■ ACTIVITY ■
Your task is to copy every line of the entries that contains "hidden".

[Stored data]
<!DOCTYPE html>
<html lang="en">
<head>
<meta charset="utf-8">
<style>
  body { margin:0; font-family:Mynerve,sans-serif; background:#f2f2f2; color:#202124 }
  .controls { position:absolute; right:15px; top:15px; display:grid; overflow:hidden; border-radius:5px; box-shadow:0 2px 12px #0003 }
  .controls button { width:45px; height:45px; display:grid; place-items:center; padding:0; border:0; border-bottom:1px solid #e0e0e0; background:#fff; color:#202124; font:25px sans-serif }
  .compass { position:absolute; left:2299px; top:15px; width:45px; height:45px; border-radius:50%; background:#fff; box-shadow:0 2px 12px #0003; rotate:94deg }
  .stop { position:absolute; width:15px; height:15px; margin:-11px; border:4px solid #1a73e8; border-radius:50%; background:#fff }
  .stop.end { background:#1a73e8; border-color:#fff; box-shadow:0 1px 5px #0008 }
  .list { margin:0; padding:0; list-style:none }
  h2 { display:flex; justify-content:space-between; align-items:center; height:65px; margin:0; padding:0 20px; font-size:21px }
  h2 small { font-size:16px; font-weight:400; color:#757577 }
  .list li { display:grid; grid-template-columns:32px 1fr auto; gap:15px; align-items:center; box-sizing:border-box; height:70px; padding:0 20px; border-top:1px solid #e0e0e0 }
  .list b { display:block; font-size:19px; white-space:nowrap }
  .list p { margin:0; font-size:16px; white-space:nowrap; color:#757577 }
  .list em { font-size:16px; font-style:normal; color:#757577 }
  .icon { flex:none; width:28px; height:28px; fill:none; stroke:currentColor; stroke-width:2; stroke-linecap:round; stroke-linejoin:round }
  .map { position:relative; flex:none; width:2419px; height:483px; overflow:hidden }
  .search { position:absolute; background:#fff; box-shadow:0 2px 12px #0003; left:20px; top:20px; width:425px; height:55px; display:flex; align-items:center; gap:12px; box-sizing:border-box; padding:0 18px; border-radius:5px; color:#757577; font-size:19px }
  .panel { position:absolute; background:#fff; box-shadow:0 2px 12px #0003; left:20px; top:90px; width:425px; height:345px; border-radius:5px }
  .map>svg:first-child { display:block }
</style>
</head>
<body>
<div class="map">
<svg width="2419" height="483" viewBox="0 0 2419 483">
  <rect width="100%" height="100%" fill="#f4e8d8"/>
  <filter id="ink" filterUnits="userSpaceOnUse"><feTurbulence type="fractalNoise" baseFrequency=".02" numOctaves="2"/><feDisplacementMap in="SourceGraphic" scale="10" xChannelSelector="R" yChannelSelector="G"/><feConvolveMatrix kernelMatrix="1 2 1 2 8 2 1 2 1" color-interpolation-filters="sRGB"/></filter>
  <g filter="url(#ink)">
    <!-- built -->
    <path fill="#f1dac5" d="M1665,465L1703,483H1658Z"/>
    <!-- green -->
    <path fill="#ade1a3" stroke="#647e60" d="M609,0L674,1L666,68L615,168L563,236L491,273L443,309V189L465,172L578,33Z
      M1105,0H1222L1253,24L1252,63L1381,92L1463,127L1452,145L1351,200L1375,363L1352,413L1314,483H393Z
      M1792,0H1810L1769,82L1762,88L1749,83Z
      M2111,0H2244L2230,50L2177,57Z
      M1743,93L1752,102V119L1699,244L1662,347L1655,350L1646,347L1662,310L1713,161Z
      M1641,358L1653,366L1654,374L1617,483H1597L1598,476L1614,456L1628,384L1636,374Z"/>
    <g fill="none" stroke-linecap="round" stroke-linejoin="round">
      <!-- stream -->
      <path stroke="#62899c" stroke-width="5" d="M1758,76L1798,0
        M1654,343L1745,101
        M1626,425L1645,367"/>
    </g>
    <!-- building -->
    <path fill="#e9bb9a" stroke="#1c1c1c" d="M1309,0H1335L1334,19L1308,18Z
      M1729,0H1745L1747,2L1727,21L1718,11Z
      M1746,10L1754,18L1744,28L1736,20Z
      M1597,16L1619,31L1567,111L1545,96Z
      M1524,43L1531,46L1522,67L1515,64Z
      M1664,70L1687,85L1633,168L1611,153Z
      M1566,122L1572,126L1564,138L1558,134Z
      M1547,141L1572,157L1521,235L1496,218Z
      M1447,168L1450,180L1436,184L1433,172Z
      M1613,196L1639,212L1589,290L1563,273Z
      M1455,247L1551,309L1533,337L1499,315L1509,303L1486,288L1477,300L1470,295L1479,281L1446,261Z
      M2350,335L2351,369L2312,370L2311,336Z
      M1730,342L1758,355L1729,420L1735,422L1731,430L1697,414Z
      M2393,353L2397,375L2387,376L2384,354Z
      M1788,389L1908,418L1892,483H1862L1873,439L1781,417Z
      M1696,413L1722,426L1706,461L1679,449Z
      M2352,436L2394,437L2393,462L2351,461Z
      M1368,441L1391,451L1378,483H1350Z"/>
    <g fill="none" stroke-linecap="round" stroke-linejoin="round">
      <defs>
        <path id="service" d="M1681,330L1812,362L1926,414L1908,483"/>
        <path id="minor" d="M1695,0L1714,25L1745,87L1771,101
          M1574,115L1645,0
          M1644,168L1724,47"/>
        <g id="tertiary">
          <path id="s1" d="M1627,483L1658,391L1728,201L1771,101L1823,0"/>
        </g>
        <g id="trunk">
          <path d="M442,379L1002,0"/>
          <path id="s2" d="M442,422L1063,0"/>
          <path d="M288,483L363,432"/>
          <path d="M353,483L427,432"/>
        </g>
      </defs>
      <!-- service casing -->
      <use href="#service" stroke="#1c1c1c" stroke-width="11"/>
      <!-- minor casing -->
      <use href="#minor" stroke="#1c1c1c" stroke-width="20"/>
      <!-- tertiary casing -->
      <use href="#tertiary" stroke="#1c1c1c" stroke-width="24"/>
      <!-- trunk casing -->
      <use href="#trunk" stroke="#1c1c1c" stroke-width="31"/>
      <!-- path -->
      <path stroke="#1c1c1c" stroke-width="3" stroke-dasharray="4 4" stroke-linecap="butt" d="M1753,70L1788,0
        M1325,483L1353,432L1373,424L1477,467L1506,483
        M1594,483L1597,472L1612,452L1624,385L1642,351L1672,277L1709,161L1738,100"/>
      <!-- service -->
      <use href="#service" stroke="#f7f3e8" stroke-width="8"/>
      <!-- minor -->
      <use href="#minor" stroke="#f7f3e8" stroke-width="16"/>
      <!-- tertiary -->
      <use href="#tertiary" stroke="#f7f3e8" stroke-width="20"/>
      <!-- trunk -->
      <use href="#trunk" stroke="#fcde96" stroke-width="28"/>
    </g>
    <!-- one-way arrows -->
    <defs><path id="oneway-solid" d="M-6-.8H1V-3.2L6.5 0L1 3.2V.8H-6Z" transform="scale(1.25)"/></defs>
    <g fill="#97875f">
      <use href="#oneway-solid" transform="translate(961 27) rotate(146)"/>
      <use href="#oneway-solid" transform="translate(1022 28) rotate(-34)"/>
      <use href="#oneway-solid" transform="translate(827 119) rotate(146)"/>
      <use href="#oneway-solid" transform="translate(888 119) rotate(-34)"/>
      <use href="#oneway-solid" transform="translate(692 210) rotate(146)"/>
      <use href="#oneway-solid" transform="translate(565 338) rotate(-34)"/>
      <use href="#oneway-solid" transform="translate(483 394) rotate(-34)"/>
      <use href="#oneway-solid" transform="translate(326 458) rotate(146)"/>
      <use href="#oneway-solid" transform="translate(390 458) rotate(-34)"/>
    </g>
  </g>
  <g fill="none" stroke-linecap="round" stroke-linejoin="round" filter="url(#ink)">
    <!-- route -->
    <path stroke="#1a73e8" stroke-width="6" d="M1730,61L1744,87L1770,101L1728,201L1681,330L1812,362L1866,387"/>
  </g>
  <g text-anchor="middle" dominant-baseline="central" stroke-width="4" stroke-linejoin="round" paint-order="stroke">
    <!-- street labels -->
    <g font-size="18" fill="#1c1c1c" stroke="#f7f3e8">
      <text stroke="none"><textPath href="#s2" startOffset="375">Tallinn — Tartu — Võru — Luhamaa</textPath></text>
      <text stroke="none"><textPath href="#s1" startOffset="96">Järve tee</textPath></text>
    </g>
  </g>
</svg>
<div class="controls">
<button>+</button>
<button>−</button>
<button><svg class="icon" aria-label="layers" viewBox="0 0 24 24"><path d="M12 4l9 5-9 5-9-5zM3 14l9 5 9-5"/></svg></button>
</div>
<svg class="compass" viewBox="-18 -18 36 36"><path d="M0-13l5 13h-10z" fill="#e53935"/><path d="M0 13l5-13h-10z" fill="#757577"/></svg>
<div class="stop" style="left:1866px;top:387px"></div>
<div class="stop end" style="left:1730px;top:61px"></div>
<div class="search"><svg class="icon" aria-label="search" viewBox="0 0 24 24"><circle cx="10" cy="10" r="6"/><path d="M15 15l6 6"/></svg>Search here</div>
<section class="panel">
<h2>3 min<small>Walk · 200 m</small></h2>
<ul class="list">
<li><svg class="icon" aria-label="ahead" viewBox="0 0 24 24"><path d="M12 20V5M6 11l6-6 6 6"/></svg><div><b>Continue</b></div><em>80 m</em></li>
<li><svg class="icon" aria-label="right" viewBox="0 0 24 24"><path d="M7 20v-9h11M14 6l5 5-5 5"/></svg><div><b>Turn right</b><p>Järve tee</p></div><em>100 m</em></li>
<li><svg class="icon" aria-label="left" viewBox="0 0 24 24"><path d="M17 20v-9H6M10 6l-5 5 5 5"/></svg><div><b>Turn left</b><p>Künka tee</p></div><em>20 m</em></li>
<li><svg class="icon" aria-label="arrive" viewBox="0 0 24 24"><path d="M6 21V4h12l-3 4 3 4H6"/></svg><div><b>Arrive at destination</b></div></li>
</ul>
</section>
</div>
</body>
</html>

■ TASK SOLUTION ■
  .controls { position:absolute; right:15px; top:15px; display:grid; overflow:hidden; border-radius:5px; box-shadow:0 2px 12px #0003 }
  .map { position:relative; flex:none; width:2419px; height:483px; overflow:hidden }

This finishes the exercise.